What to work on: Return the entries that follow exactly, with no images.

BEGIN Excerpted records

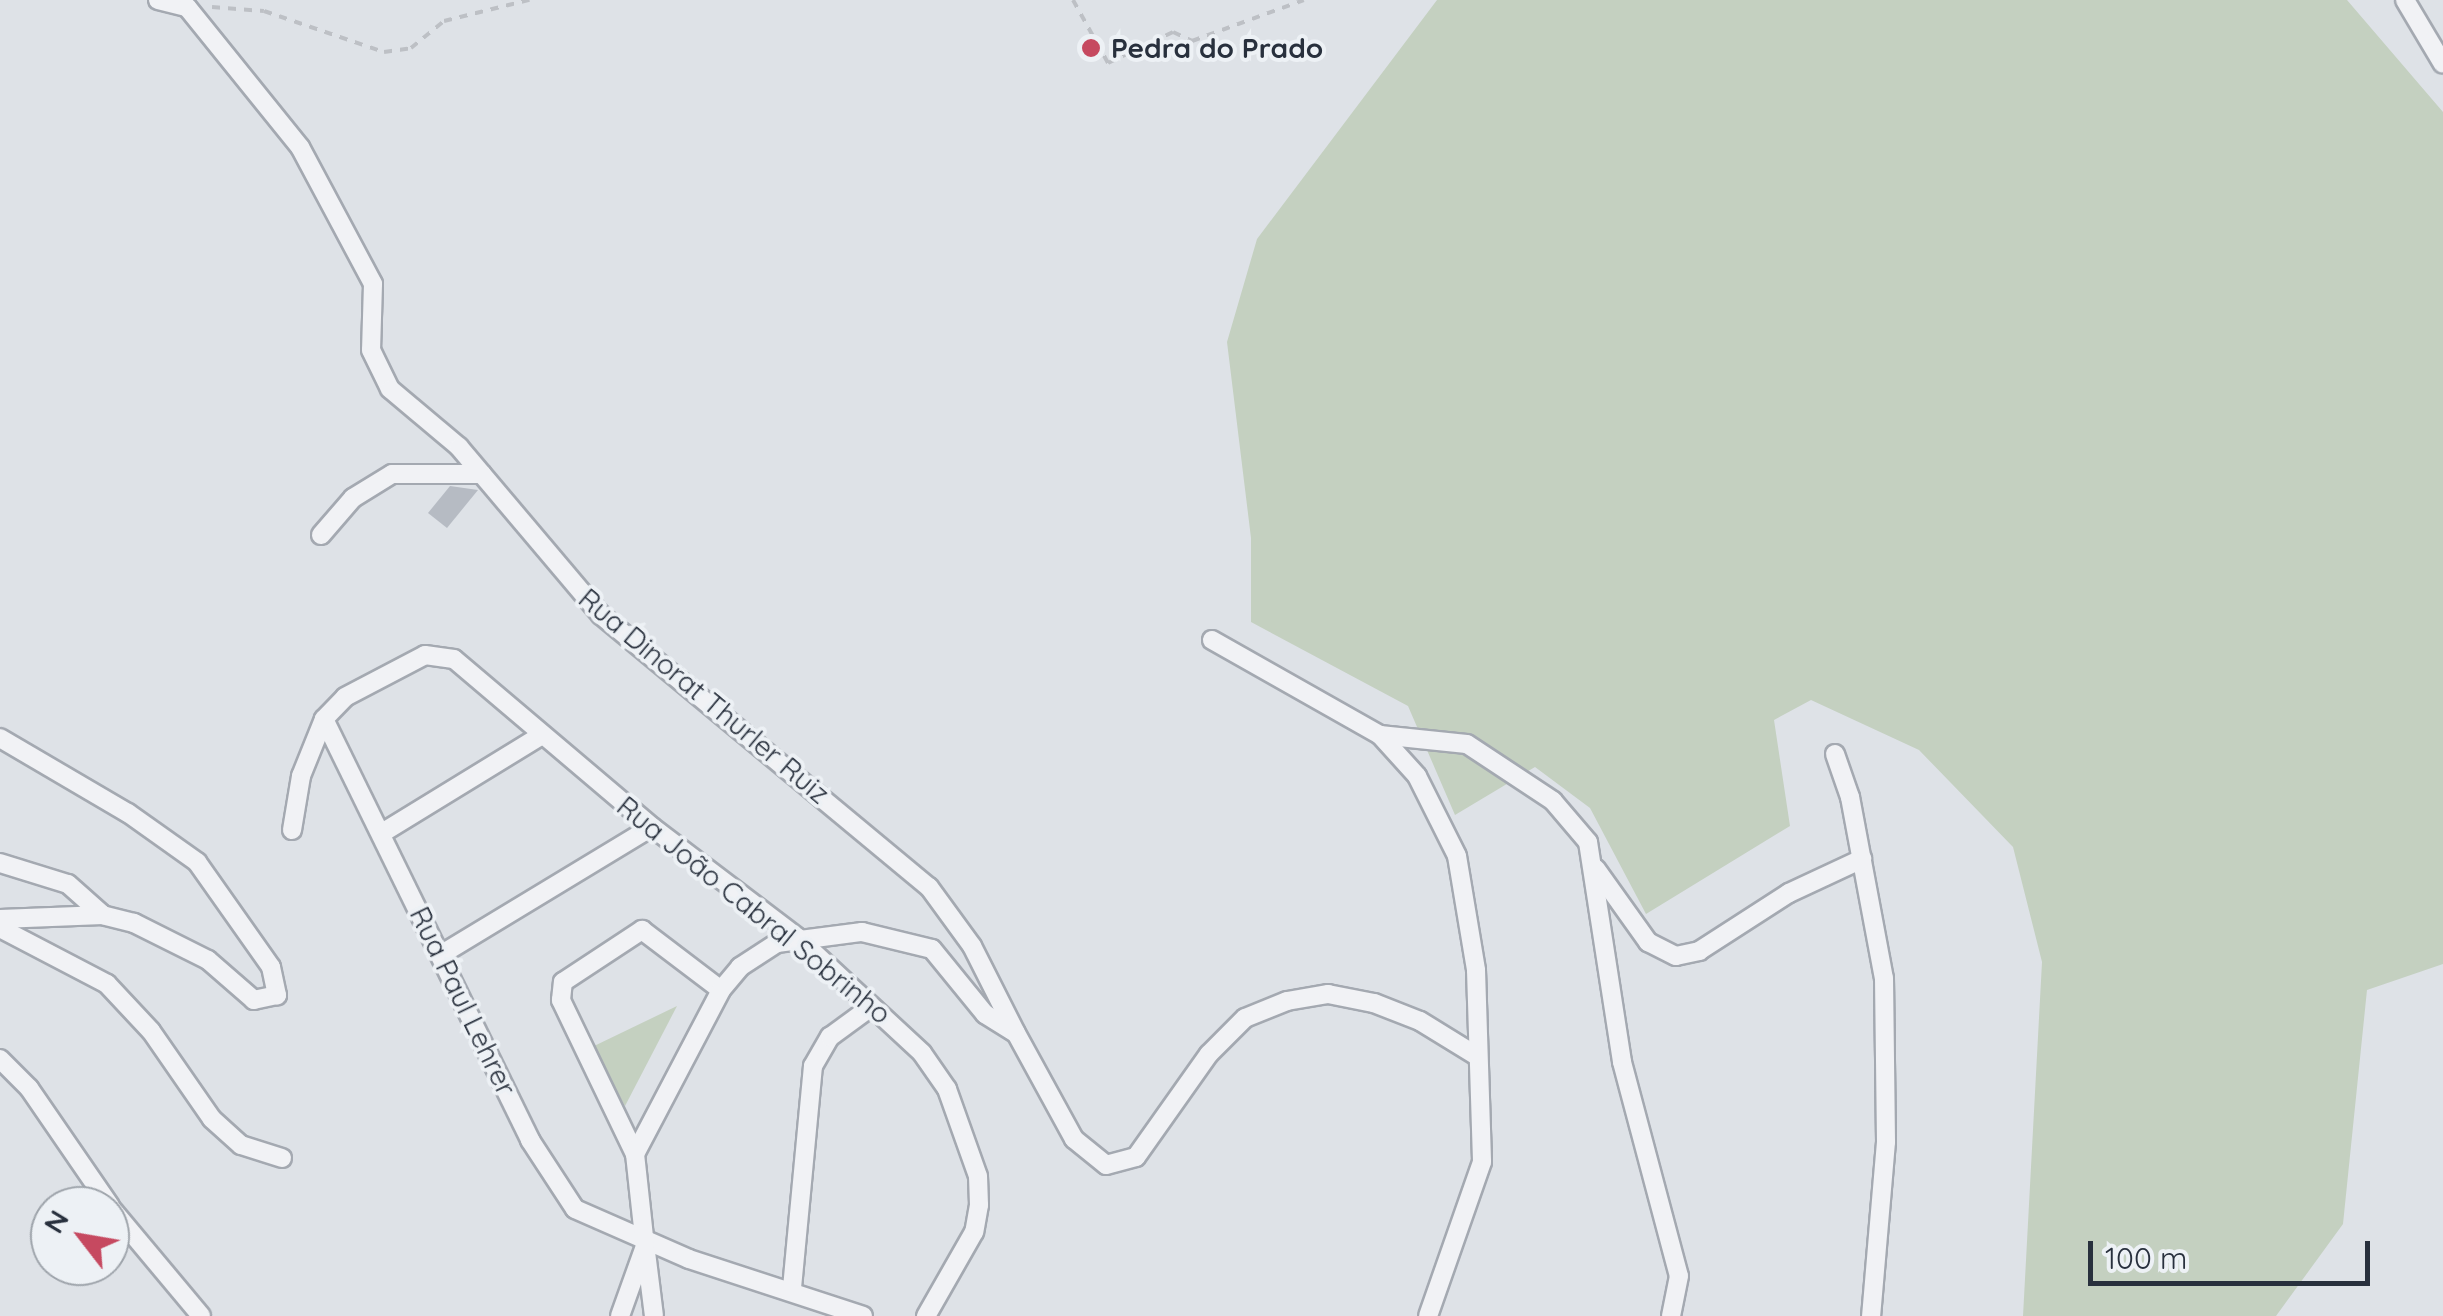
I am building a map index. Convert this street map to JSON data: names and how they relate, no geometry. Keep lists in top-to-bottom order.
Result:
{
  "streets": {
    "street": ["Rua Dinorat Thurler Ruiz", "Rua João Cabral Sobrinho", "Rua Paul Lehrer"]
  },
  "crossings": [
    ["Rua Dinorat Thurler Ruiz", "Rua João Cabral Sobrinho"],
    ["Rua João Cabral Sobrinho", "Rua Paul Lehrer"]
  ],
  "places": ["Pedra do Prado"],
  "scale_bar": "100 m",
  "north": "top left"
}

END Excerpted records

Task output:
I am building a map index. Convert this street map to JSON data: names and how they relate, no geometry. Keep lists in top-to-bottom order.
Result:
{
  "streets": {
    "street": ["Rua Dinorat Thurler Ruiz", "Rua João Cabral Sobrinho", "Rua Paul Lehrer"]
  },
  "crossings": [
    ["Rua Dinorat Thurler Ruiz", "Rua João Cabral Sobrinho"],
    ["Rua João Cabral Sobrinho", "Rua Paul Lehrer"]
  ],
  "places": ["Pedra do Prado"],
  "scale_bar": "100 m",
  "north": "top left"
}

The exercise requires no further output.